19

Question

I want to add the return values of a UDF to an existing dataframe in seperate columns. How do I achieve this in a resourceful way?

Here's an example of what I have so far.

from pyspark.sql.functions import udf
from pyspark.sql.types import ArrayType, StructType, StructField, IntegerType  

df = spark.createDataFrame([("Alive",4)],["Name","Number"])
df.show(1)

+-----+------+
| Name|Number|
+-----+------+
|Alive|     4|
+-----+------+

def example(n):
        return [[n+2], [n-2]]

#  schema = StructType([
#          StructField("Out1", ArrayType(IntegerType()), False),
#          StructField("Out2", ArrayType(IntegerType()), False)])

example_udf = udf(example)

Now I can add a column to the dataframe as follows

newDF = df.withColumn("Output", example_udf(df["Number"]))
newDF.show(1)
+-----+------+----------+
| Name|Number|Output    |
+-----+------+----------+
|Alive|     4|[[6], [2]]|
+-----+------+----------+

However I don't want the two values to be in the same column but rather in separate ones.

Ideally I'd like to split the output column now to avoid calling the example function two times (once for each return value) as explained here and here, however in my situation I'm getting an array of arrays and I can't see how a split would work there (please note that each array will contain multiple values, separated with a ",".

How the result should look like

What I ultimately want is this

+-----+------+----+----+
| Name|Number|Out1|Out2|
+-----+------+----+----+
|Alive|     4|   6|   2|
+-----+------+----+----+

Note that the use of the StructType return type is optional and doesn't necessarily have to be part of the solution.

EDIT: I commented out the use of StructType (and edited the udf assignment) since it's not necessary for the return type of the example function.
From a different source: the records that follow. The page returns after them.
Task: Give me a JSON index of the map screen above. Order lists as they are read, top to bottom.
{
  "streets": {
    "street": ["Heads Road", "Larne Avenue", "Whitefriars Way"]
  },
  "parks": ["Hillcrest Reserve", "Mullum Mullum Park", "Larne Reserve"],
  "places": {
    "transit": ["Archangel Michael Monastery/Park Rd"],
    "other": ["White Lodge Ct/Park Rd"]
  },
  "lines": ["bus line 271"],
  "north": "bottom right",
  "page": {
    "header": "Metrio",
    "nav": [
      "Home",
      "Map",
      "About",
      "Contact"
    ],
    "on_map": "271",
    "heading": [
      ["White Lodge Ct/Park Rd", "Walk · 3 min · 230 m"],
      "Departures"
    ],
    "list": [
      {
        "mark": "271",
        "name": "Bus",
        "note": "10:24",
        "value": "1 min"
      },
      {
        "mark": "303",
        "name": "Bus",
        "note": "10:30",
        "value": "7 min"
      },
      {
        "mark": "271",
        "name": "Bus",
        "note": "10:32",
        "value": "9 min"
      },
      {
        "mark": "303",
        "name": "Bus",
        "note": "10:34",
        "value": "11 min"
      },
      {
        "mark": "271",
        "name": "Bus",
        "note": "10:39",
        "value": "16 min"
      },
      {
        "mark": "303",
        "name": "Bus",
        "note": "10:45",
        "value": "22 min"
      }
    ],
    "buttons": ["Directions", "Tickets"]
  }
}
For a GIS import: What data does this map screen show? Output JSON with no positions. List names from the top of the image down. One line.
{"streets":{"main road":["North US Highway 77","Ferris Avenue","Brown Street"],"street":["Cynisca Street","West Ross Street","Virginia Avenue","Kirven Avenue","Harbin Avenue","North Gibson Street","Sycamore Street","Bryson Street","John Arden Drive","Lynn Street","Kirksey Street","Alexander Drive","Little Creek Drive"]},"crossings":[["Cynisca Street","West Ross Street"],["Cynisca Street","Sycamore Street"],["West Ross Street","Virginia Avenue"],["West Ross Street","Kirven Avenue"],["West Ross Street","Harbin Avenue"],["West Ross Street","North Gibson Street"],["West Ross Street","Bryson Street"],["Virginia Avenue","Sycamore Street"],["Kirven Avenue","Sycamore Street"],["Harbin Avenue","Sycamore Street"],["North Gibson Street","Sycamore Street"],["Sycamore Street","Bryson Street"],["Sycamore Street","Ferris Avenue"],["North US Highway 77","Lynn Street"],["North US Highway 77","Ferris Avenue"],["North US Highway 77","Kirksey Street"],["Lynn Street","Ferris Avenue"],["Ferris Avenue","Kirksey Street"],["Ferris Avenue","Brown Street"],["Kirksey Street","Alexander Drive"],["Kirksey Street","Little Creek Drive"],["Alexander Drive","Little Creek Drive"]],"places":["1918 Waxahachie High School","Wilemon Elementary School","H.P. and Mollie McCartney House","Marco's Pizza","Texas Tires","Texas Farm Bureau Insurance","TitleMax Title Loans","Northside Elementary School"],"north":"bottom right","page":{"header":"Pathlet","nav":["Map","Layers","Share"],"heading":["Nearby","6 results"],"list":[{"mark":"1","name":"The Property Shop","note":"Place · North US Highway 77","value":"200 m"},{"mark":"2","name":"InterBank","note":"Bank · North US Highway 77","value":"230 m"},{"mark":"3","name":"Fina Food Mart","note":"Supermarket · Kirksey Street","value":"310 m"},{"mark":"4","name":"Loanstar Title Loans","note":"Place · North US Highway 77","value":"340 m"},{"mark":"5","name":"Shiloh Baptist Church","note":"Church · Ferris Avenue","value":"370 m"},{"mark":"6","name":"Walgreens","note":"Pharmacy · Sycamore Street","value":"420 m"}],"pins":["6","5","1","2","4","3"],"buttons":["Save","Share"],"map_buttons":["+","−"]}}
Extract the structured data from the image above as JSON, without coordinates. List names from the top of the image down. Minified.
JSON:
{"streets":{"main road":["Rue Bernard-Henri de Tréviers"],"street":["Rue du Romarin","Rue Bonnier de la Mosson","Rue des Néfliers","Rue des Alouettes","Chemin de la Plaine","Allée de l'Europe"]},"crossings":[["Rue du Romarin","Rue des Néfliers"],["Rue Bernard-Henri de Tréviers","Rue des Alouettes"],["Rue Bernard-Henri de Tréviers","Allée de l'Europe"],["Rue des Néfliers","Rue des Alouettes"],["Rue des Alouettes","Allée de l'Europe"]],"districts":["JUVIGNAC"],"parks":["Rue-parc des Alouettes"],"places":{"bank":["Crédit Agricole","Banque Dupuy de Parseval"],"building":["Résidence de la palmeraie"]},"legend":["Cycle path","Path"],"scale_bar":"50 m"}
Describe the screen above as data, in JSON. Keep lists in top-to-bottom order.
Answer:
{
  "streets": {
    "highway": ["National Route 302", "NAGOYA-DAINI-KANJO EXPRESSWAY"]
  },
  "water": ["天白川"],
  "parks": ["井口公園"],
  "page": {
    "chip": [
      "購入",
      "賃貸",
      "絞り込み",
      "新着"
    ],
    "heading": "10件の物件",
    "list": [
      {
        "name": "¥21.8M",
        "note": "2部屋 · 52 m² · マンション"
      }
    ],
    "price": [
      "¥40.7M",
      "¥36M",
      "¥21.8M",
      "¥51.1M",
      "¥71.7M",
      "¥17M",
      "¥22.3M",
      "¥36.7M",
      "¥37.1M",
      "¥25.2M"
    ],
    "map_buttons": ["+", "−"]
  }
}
However it has to be used if the return value would be something like

return [6,3,2],[4,3,1]
Jacek Laskowski
  • 72,696
  • 27
  • 242
  • 420
Rob
  • 369
  • 2
  • 3
  • 13
  • Possible duplicate of [Apache Spark -- Assign the result of UDF to multiple dataframe columns](https://stackoverflow.com/questions/35322764/apache-spark-assign-the-result-of-udf-to-multiple-dataframe-columns) – pault Mar 08 '19 at 16:18

3 Answers3

28

To return a StructType, just using Row

from pyspark.sql.types import StructType,StructField,IntegerType,Row
from pyspark.sql import functions as F

df = spark.createDataFrame([("Alive", 4)], ["Name", "Number"])


def example(n):
    return Row('Out1', 'Out2')(n + 2, n - 2)


schema = StructType([
    StructField("Out1", IntegerType(), False),
    StructField("Out2", IntegerType(), False)])

example_udf = F.UserDefinedFunction(example, schema)

newDF = df.withColumn("Output", example_udf(df["Number"]))
newDF = newDF.select("Name", "Number", "Output.*")

newDF.show(truncate=False)
computermacgyver
  • 802
  • 7
  • 15
Zhang Tong
  • 4,569
  • 3
  • 19
  • 38
  • Oh sweet, that's exactly what I've been looking for! Thank you. – Rob Dec 06 '17 at 09:10
  • 5
    This technique works but if you look at the explain plan it internally calls the example method twice, which is not intended and should be avoided. As in general catalyst optimizer does not optimize UDF since its a blackbox on top of that we ended up calling same UDF twice(in this case, since we want out1 and out2 in different columns) – Manish Mehra Aug 18 '18 at 11:55
  • 1
    Calling the method twice *is* an optimization, at least according to the optimizer. If you don't want the method to be called twice you can mark it as non-deterministic and thus forcing the optimizer to call it once by doing `example_udf = example_udf.asNondeterministic()`. You don't need to go through the hoops of turning into an array and then exploding, which also adds its own computational cost. – dtheodor Jan 26 '21 at 08:46
22

Better way to solve above problem is by casting the output in an array and then exploding it

import pyspark.sql.functions as f
import pyspark.sql.types as t

df = spark.createDataFrame([("Alive", 4)], ["Name", "Number"])


def example(n):
    return t.Row('Out1', 'Out2')(n + 2, n - 2)


schema = StructType([
    StructField("Out1", t.IntegerType(), False),
    StructField("Out2", t.IntegerType(), False)])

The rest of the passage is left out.